Amoris laetitia year: Pope Francis says Church must defend the family

PopeFrancisSquarePoint.jpg Pope Francis in St. Peter’s Square on Oct. 22, 2016. Credit: Mazur/catholicnews.org.uk.

Pope Francis on Friday encouraged Catholics to support and defend families by making an effort to be close to them in the struggles and joys of their daily lives.

In a video message for the start of the “Amoris Laetitia Family” year on March 19, the pope said “we are called to accompany, to listen, to bless the journey of families; not only to trace the direction, but to make the journey with them.”

It is not enough to just reiterate doctrine, he said. We are called “to enter homes with discretion and with love, to say to spouses: the Church is with you, the Lord is close to you, we want to help you keep the gift you have received.”

Pope Francis’ video message was played during a webinar entitled “Our Daily Love,” organized by the Dicastery for Laity, Family, and Life; the Diocese of Rome; and the John Paul II Pontifical Theological Institute.

The online conference marked the opening of a year dedicated to deepening the Church’s pastoral accompaniment of families, as outlined in Francis’ 2016 apostolic exhortation Amoris laetitia.

In his message, the pope noted how important family ties have been during the coronavirus pandemic, even as families have been under extra pressure from the many challenges brought by the situation.

“So let’s support the family,” he urged. “Let’s defend it from what compromises its beauty.
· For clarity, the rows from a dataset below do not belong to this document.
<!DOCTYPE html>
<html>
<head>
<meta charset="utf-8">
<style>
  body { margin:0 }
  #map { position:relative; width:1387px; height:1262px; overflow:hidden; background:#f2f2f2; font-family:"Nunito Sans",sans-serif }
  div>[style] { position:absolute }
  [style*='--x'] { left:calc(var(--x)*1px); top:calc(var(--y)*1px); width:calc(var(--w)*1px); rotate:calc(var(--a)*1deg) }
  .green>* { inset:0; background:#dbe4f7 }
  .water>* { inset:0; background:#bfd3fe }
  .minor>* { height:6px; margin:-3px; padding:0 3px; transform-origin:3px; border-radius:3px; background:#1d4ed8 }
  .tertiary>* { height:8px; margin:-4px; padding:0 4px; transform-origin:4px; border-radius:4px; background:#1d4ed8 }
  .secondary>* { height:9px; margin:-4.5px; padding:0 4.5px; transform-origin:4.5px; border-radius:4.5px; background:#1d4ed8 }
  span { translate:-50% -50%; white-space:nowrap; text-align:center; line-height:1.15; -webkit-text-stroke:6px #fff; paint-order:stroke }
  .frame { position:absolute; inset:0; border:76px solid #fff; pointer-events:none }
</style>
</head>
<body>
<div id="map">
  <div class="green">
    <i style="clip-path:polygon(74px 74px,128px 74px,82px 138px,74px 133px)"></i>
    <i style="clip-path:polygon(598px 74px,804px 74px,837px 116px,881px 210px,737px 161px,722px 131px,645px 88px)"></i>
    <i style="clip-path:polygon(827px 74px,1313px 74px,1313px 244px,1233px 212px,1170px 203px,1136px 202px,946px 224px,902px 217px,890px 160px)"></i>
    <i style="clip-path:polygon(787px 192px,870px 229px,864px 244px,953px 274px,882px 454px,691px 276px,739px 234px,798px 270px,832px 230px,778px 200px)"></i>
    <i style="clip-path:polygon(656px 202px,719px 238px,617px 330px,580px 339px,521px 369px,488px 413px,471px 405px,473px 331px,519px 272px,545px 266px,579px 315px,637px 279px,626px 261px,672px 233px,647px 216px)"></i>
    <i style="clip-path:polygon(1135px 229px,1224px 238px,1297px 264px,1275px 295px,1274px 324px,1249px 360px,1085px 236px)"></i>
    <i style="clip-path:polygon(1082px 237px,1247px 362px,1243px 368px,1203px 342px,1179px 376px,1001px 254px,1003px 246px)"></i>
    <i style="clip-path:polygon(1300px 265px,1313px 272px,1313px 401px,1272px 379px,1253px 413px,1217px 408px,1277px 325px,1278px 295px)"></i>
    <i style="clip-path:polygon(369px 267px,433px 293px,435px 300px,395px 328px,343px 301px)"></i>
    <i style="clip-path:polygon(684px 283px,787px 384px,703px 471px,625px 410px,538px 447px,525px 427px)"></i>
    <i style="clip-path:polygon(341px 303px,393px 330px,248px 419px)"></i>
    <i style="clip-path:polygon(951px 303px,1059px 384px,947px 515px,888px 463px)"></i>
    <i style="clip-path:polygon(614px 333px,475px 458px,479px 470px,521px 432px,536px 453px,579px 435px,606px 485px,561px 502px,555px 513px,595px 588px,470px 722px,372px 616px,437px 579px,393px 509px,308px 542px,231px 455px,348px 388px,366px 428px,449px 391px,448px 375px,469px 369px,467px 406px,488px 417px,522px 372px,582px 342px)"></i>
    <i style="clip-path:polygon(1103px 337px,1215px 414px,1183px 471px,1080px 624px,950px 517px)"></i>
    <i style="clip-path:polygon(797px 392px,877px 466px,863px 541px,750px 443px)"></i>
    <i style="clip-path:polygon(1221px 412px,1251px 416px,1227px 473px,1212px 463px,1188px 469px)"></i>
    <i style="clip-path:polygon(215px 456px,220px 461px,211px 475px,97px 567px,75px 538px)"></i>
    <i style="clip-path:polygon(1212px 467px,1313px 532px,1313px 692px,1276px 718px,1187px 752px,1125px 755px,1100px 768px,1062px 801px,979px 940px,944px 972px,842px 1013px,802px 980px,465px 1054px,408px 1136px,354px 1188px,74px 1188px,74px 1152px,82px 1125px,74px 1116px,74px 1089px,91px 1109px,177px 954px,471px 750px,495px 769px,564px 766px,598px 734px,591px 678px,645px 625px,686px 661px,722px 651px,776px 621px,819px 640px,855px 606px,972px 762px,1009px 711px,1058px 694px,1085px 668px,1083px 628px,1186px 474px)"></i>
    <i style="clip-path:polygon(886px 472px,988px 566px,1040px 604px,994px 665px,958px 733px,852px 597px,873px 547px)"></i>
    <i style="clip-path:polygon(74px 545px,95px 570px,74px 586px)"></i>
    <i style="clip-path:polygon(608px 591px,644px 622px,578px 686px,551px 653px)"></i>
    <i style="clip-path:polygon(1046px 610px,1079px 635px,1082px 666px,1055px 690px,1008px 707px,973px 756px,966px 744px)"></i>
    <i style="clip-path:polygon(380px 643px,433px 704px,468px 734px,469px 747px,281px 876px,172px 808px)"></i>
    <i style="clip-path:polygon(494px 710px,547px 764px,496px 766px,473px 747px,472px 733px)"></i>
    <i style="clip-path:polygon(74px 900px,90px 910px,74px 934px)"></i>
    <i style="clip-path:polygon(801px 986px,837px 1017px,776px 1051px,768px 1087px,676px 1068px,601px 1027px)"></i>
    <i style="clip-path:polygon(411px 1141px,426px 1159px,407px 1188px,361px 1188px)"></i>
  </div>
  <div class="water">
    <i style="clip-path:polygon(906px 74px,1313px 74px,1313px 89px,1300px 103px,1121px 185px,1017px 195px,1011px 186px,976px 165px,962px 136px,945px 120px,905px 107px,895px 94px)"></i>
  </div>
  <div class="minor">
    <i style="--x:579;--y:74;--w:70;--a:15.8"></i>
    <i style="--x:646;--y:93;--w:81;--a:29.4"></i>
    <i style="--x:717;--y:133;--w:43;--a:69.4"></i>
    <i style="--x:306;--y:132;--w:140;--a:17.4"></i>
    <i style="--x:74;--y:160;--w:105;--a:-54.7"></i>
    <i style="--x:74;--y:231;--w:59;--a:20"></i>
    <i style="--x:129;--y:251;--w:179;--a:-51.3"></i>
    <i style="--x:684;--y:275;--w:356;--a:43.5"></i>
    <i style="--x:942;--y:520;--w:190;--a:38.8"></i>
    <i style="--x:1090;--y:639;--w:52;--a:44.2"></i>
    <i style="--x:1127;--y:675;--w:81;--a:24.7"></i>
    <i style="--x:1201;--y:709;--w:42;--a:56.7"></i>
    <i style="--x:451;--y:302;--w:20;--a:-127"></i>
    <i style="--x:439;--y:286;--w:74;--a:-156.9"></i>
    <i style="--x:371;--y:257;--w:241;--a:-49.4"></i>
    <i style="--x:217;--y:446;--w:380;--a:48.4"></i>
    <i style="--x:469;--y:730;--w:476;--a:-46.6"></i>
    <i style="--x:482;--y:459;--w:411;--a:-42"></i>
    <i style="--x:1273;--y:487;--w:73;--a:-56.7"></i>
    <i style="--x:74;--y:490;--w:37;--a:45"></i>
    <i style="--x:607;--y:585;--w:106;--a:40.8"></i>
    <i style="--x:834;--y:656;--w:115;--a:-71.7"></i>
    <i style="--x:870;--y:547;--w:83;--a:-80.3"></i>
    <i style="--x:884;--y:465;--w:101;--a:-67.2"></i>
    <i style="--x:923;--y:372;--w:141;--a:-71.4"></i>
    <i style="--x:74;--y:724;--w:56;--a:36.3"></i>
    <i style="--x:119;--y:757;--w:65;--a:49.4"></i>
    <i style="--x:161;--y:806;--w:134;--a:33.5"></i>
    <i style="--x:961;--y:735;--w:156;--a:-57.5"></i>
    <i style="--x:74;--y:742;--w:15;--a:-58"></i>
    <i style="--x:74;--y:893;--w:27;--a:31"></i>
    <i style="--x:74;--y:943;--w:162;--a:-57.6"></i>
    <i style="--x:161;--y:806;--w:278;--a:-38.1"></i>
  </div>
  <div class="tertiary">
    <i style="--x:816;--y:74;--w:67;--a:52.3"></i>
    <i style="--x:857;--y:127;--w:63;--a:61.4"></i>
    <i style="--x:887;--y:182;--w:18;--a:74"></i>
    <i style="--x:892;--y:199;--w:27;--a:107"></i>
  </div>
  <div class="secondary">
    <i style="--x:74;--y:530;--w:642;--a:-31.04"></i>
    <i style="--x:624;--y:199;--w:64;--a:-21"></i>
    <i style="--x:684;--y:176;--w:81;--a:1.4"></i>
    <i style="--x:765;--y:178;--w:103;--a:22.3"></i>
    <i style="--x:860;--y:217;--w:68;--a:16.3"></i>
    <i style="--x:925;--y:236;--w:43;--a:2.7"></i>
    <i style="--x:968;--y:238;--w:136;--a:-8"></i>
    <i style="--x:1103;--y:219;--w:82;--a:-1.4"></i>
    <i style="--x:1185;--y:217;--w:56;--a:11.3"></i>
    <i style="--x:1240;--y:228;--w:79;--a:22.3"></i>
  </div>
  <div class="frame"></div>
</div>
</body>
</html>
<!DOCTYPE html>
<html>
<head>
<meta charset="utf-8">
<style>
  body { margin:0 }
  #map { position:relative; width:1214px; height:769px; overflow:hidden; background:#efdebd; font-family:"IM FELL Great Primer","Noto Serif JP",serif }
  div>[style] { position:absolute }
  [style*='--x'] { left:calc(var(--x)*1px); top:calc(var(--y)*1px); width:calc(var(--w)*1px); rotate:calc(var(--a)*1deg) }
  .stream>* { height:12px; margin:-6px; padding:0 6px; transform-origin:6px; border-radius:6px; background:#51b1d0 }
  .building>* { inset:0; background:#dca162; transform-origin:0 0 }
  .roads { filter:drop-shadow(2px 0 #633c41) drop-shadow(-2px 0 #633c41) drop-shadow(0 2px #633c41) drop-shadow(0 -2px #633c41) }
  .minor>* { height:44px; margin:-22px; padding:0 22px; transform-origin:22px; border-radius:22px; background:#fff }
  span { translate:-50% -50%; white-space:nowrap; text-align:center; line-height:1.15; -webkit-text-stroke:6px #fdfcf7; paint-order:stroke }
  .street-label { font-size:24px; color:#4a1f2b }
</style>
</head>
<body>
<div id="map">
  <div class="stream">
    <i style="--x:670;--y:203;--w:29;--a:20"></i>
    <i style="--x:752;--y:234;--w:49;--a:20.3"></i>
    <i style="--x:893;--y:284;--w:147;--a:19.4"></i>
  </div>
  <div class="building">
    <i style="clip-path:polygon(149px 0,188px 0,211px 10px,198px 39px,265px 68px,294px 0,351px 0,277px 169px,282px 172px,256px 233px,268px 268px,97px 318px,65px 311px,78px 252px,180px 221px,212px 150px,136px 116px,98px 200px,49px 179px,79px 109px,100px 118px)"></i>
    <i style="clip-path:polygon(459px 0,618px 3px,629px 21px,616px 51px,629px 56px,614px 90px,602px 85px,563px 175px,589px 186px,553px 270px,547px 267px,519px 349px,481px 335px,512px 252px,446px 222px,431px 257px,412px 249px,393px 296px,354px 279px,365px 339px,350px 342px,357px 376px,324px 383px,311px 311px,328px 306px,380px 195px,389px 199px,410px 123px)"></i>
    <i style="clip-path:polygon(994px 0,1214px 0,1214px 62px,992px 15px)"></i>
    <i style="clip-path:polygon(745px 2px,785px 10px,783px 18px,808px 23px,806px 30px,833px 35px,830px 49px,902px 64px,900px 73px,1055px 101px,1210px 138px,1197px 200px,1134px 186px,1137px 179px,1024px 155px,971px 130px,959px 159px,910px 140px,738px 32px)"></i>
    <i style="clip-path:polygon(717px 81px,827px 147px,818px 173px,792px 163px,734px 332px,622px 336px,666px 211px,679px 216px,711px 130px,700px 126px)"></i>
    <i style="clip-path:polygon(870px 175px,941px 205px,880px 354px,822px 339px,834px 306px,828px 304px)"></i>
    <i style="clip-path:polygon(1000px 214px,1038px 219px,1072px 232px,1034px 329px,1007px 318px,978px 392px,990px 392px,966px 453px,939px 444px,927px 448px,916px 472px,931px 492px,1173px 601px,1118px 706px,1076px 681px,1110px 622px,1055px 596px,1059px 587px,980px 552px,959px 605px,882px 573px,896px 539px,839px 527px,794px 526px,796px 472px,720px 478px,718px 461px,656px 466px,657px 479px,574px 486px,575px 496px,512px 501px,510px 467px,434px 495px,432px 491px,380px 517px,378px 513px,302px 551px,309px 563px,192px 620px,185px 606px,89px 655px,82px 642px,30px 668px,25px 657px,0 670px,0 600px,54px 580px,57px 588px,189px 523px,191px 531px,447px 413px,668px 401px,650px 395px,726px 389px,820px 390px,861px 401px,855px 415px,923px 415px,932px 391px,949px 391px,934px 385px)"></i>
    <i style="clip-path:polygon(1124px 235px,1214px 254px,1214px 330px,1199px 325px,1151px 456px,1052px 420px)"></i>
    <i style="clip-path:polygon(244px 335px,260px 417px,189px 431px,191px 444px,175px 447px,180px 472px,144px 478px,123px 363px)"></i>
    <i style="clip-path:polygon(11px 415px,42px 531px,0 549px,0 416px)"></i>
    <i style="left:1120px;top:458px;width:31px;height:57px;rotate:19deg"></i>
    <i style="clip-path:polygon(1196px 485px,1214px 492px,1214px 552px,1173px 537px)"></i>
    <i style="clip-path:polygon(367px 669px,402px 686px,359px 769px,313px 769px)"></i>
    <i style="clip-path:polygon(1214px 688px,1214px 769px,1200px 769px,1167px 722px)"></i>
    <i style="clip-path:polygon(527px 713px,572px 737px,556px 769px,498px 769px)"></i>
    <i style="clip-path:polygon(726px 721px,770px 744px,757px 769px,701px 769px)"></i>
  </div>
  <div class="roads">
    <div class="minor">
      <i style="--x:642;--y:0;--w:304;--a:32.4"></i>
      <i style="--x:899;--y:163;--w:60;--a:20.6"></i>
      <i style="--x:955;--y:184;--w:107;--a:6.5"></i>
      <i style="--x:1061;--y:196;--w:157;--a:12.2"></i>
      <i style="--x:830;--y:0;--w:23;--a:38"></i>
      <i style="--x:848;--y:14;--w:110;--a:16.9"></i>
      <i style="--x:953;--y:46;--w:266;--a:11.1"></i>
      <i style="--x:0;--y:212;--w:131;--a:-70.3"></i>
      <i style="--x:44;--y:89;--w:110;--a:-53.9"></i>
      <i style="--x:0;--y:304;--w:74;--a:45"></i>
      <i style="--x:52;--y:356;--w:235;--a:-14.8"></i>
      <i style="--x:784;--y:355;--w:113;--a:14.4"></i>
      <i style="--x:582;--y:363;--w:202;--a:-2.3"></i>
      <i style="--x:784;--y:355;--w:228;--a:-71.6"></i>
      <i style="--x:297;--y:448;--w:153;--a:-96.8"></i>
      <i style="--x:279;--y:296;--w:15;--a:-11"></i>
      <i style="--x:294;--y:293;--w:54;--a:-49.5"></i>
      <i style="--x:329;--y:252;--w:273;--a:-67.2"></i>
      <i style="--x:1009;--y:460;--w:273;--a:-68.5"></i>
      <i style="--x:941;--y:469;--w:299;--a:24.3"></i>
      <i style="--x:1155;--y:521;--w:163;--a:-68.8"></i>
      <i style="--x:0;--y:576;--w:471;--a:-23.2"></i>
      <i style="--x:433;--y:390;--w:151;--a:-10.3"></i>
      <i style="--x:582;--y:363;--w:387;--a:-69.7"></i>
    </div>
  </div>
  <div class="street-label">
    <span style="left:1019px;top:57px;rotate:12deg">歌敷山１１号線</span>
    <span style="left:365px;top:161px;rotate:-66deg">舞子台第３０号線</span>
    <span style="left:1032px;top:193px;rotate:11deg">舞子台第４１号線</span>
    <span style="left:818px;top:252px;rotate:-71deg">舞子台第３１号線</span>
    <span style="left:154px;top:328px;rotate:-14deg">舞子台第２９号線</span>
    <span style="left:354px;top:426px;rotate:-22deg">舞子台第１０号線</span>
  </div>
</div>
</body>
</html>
Let us approach this mystery of love with amazement, with discretion and tenderness.”

“And let us commit ourselves to safeguarding its precious and delicate bonds: children, parents, grandparents... These bonds are needed to live and to live well, to make humanity more fraternal,” he stated.

He encouraged Catholics to share the Gospel with families by accompanying them and helping them, so that they can respond to their vocation and mission with awareness of its beauty and its foundation in the love of the Trinity.

When a family lives its vocation well, it becomes a sign of God’s love for the world, he underlined.

“And in this context, the transmission of the faith between generations also takes place: it passes precisely through the language of good and healthy relationships that are lived in the family every day, especially when facing conflicts and difficulties together.”

Pope Francis emphasized the Church’s responsibility to help married spouses understand the “authentic meaning of their union and their love, a sign and image of Trinitarian love and of the covenant between Christ and the Church.”

Living this out is not easy, he noted, because the Gospel “is a demanding Word, which wants to free human relationships from the bondages which often disfigure their characters and make them unstable: the dictatorship of emotions, the exaltation of the provisional that discourages commitments for a lifetime, the predominance of individualism, fear of the future.”

He said: “Faced with these difficulties, the Church reaffirms to Christian spouses the value of marriage as God’s plan, as the fruit of his grace and as a call to be lived totally, faithfully, and freely.”

“This is the path so that relationships, even if through a path marked by failures, falls and changes, open themselves to the fullness of joy and human fulfillment and become a leaven of fraternity and love in society.”